◆ Assignment: All lines up to and including the one that contains "filter:drop-shadow(0 0 1px" are to be transcribed exactly, starting from the first line of the records.

◆ Task input:
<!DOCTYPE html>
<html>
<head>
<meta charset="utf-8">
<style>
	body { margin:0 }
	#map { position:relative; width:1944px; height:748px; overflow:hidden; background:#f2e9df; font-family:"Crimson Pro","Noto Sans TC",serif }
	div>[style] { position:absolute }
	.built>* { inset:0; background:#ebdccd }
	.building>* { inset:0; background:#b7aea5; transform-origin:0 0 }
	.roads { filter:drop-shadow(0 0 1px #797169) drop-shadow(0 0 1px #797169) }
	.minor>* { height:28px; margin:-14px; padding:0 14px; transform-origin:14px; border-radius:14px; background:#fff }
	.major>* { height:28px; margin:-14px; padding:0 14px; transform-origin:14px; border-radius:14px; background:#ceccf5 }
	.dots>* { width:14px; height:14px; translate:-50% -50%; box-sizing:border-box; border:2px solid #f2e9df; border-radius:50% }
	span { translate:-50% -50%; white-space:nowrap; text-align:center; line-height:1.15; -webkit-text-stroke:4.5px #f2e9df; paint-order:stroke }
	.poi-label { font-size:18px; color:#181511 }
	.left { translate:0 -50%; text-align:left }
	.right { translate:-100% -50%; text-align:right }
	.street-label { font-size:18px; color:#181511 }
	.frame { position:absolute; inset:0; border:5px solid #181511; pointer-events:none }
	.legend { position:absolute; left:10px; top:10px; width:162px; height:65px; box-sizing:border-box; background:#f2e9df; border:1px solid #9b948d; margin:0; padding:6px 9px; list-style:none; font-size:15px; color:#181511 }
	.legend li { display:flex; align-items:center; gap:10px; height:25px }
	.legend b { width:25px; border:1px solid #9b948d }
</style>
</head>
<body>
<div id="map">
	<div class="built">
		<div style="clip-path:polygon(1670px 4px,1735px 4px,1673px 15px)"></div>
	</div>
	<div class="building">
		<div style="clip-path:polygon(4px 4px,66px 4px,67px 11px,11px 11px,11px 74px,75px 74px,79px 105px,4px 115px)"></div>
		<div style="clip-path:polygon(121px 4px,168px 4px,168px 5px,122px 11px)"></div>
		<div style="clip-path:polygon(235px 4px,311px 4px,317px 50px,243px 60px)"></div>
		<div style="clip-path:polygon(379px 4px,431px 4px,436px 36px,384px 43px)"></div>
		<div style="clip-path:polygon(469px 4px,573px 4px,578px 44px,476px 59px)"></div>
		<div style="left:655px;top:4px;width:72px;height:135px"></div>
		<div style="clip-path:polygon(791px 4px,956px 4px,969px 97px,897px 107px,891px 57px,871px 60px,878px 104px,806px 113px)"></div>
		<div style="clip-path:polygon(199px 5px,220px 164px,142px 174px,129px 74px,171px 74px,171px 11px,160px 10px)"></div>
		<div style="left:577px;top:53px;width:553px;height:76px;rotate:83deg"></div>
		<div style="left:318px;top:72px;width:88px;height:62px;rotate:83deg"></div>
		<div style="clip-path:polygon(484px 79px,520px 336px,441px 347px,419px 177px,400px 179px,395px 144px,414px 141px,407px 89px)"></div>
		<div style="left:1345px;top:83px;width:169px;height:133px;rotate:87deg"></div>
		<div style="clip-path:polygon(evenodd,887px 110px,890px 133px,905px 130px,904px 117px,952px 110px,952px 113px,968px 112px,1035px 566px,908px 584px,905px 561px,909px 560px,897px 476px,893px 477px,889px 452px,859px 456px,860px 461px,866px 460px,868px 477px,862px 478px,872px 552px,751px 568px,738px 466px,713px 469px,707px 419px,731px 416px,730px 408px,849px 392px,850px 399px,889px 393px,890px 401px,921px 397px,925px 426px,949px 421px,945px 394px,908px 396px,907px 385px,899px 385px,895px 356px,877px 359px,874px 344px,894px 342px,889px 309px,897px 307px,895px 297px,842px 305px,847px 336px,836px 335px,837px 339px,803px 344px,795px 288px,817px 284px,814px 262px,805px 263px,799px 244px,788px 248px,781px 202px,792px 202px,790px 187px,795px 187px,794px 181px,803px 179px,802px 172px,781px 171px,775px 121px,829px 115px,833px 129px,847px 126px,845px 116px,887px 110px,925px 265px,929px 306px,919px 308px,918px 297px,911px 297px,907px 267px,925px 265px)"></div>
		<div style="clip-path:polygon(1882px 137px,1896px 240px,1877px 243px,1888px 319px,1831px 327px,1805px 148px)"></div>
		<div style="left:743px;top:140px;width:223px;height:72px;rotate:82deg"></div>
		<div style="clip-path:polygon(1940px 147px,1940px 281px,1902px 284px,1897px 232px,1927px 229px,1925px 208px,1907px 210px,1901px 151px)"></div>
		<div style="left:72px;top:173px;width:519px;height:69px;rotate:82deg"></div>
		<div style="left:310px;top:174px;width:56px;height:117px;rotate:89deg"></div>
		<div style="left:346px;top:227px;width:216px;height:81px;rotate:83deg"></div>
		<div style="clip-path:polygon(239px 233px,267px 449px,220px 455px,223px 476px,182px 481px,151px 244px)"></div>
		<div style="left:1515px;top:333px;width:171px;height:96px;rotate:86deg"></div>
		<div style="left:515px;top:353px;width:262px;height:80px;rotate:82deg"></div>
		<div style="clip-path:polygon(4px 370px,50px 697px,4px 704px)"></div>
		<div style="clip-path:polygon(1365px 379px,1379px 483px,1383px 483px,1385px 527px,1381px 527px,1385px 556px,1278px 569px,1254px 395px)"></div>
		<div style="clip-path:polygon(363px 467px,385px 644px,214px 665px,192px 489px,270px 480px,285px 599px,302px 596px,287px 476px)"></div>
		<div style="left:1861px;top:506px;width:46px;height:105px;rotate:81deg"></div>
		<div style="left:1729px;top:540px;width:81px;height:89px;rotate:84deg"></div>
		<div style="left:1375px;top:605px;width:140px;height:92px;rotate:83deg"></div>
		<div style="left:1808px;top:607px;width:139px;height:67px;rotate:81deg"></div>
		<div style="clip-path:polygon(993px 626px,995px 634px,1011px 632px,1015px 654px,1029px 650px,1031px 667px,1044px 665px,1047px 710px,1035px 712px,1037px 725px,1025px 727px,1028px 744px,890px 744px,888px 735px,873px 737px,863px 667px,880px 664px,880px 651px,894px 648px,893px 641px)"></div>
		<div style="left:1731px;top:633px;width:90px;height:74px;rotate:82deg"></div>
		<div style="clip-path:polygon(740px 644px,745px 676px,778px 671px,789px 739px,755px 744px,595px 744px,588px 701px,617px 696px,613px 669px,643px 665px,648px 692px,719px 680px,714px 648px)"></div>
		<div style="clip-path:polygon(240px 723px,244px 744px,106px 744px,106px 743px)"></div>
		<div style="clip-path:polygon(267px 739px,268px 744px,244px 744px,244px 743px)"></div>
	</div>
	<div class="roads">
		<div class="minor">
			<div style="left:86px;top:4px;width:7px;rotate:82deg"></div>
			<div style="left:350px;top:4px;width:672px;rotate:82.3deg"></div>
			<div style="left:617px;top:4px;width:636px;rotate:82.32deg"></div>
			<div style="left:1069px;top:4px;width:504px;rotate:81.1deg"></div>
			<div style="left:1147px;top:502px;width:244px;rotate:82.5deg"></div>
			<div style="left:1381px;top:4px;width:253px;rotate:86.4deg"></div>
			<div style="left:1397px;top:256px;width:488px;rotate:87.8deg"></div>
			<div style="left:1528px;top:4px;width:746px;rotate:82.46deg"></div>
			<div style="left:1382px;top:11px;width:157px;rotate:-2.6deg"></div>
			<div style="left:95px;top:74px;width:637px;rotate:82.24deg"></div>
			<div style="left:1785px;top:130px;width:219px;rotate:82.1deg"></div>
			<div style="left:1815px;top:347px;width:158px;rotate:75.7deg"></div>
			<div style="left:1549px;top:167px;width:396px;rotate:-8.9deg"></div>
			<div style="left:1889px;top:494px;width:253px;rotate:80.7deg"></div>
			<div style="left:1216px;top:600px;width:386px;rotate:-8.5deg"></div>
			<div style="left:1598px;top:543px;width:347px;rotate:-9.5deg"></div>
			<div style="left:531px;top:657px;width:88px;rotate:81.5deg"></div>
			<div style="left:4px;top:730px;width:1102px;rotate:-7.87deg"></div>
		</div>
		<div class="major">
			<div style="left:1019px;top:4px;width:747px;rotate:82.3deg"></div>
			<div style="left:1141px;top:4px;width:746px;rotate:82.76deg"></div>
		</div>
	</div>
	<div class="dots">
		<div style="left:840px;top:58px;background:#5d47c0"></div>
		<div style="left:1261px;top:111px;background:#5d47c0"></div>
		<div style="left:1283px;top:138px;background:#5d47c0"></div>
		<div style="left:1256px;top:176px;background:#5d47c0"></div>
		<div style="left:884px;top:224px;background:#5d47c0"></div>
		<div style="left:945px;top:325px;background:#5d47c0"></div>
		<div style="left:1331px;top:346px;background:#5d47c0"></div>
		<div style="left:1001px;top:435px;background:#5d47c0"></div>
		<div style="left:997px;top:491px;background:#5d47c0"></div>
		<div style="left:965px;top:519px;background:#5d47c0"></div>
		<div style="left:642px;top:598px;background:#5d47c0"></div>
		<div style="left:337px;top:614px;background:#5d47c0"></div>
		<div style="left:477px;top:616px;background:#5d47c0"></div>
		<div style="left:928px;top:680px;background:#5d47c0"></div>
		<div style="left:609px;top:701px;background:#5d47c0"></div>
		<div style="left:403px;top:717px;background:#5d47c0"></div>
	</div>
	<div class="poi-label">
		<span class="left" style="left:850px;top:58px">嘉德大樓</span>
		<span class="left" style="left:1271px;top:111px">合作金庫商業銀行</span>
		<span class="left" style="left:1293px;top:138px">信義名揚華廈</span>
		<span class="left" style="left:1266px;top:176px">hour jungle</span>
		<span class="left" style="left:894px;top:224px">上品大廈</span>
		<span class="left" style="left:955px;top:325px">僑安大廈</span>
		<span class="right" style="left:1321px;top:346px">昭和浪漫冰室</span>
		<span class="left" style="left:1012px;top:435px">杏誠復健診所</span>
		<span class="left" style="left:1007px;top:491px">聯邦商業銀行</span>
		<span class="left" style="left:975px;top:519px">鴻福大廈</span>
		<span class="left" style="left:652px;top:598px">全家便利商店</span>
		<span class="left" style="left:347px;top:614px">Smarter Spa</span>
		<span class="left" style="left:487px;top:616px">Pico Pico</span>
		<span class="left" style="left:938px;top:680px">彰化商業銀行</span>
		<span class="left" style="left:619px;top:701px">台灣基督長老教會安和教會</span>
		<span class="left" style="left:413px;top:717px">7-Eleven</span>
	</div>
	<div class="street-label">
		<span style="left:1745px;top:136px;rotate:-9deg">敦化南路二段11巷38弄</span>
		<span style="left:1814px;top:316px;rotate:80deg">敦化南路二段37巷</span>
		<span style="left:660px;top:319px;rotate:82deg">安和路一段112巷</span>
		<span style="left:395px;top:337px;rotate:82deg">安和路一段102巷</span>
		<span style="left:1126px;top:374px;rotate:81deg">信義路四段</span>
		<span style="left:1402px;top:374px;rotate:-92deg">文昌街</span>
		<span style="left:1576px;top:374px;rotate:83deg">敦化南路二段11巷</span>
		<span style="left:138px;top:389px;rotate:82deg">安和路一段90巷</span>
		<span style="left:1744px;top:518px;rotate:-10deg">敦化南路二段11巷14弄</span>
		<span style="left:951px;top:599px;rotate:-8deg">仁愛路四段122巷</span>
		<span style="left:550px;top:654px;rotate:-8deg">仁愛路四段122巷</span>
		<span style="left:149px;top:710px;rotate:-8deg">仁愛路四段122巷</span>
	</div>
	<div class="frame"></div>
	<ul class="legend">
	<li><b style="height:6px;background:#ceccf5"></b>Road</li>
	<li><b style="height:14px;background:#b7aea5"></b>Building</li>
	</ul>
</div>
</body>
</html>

◆ Reply:
<!DOCTYPE html>
<html>
<head>
<meta charset="utf-8">
<style>
	body { margin:0 }
	#map { position:relative; width:1944px; height:748px; overflow:hidden; background:#f2e9df; font-family:"Crimson Pro","Noto Sans TC",serif }
	div>[style] { position:absolute }
	.built>* { inset:0; background:#ebdccd }
	.building>* { inset:0; background:#b7aea5; transform-origin:0 0 }
	.roads { filter:drop-shadow(0 0 1px #797169) drop-shadow(0 0 1px #797169) }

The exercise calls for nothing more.